**Task prompt:** Filter these entries, keeping only lines that hold the word "names".

Top of Records to process

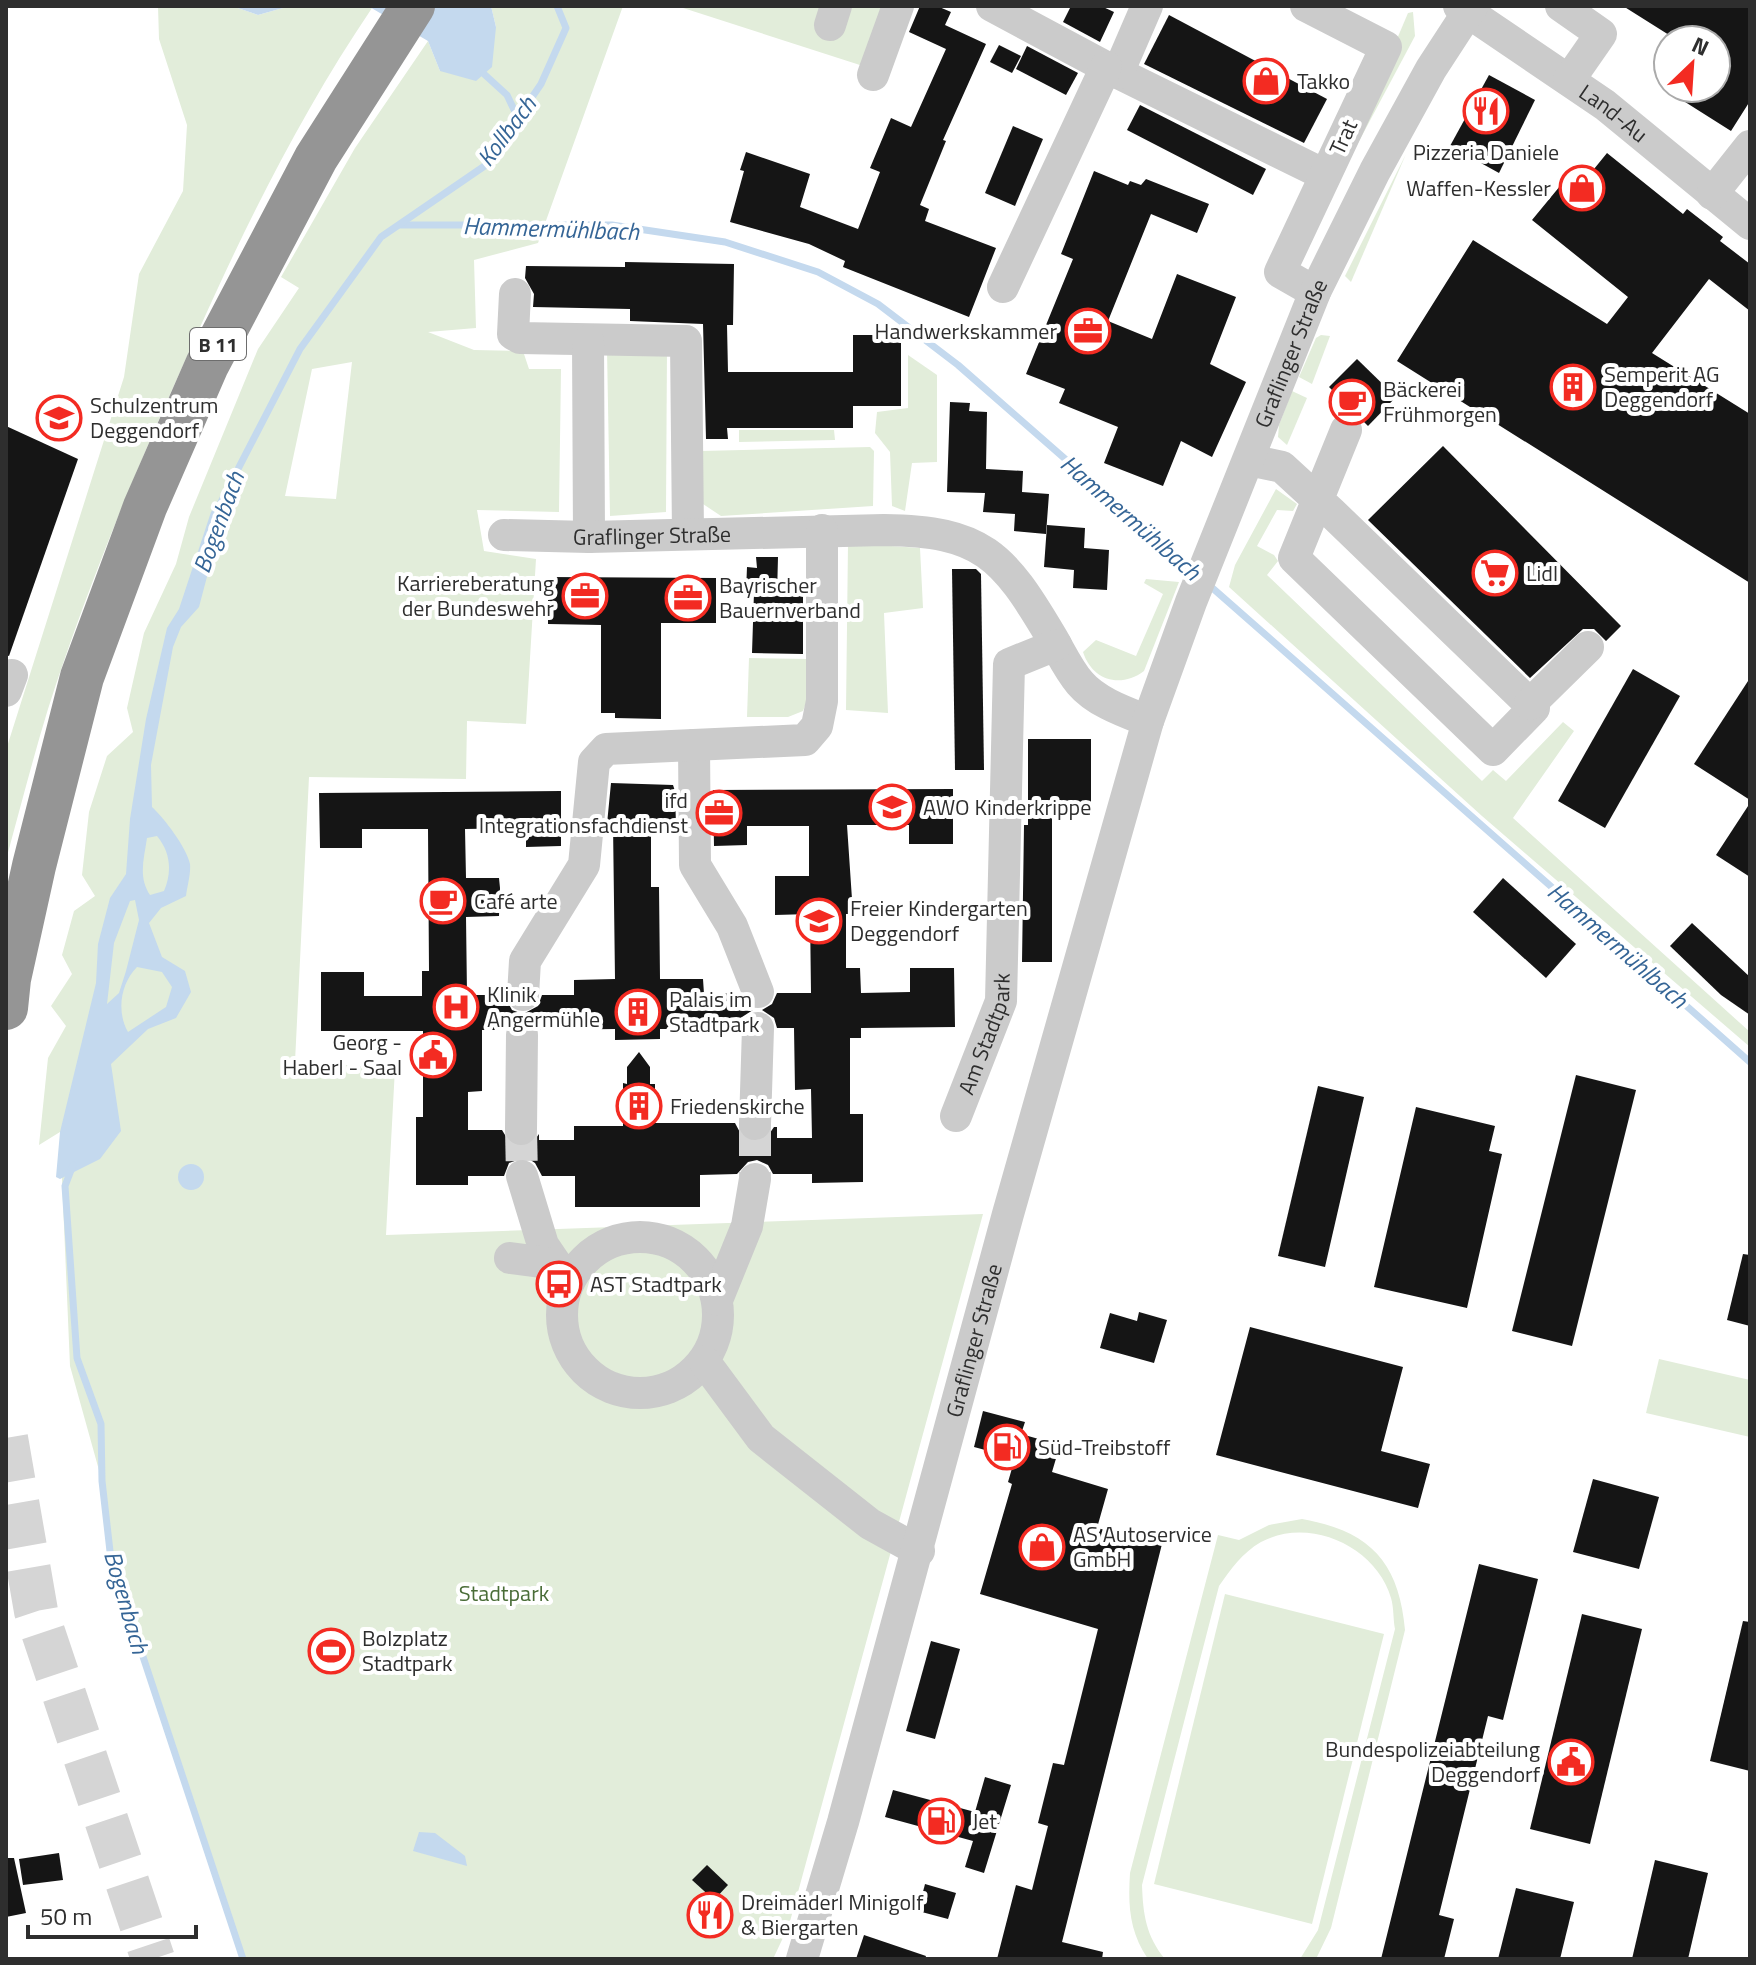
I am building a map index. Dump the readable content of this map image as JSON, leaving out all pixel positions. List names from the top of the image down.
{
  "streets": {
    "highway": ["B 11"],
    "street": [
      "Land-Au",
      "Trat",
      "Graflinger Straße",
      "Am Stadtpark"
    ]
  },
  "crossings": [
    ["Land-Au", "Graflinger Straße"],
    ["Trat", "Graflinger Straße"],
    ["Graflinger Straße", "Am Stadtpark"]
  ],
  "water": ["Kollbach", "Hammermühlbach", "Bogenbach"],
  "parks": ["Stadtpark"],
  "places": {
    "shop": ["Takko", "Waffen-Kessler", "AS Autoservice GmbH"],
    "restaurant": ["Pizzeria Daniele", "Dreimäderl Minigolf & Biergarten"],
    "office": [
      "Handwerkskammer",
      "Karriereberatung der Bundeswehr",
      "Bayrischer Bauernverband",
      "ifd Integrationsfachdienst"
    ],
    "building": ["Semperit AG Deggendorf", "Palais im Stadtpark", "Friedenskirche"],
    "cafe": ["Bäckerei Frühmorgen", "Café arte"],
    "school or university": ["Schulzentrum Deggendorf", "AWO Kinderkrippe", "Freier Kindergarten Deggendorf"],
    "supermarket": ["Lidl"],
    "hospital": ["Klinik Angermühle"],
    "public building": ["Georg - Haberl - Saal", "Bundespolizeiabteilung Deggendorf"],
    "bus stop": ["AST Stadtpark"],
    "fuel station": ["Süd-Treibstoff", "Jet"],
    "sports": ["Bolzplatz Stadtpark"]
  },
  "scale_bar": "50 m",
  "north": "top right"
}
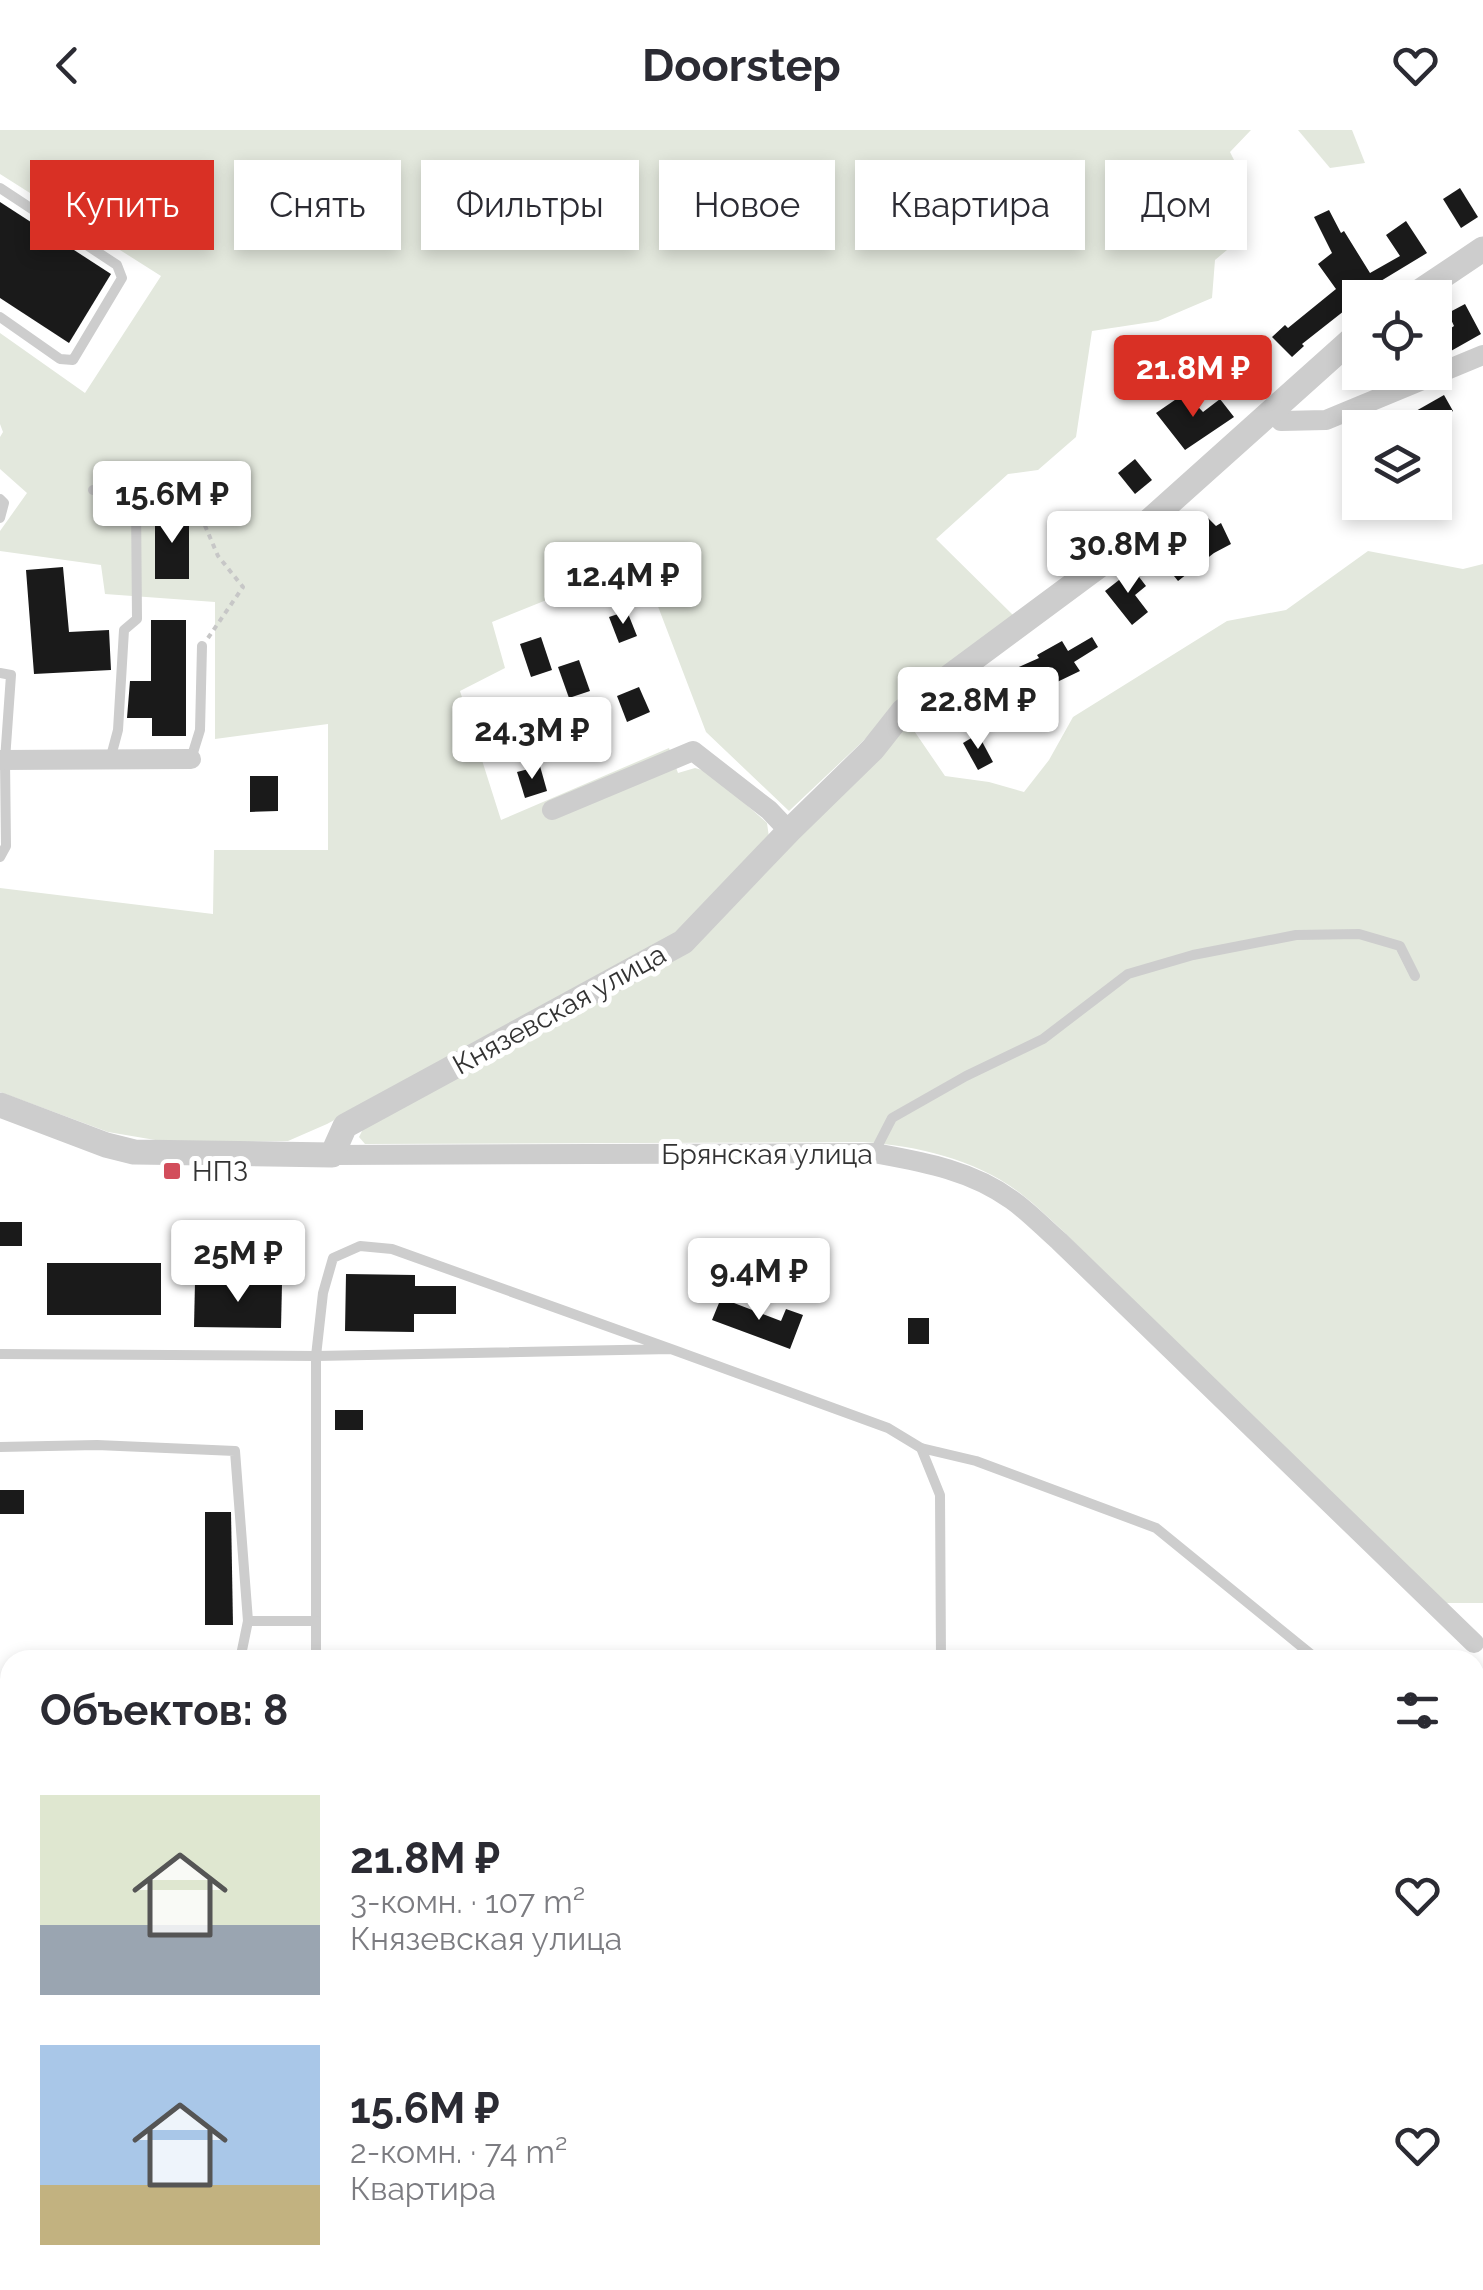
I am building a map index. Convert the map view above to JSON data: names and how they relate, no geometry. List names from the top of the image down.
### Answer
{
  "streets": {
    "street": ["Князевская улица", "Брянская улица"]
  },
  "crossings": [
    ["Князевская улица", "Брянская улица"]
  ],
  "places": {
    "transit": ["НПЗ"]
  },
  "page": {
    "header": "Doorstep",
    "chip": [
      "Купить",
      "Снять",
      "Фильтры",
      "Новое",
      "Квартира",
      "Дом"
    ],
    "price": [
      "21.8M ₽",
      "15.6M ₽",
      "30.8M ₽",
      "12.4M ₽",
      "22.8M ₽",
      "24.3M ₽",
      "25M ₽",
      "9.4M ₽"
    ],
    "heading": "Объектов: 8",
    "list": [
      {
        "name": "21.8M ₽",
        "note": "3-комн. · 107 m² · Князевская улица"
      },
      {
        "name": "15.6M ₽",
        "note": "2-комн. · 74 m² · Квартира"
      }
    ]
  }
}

Bottom of Records to process

**Solution to this exercise:**
I am building a map index. Dump the readable content of this map image as JSON, leaving out all pixel positions. List names from the top of the image down.
I am building a map index. Convert the map view above to JSON data: names and how they relate, no geometry. List names from the top of the image down.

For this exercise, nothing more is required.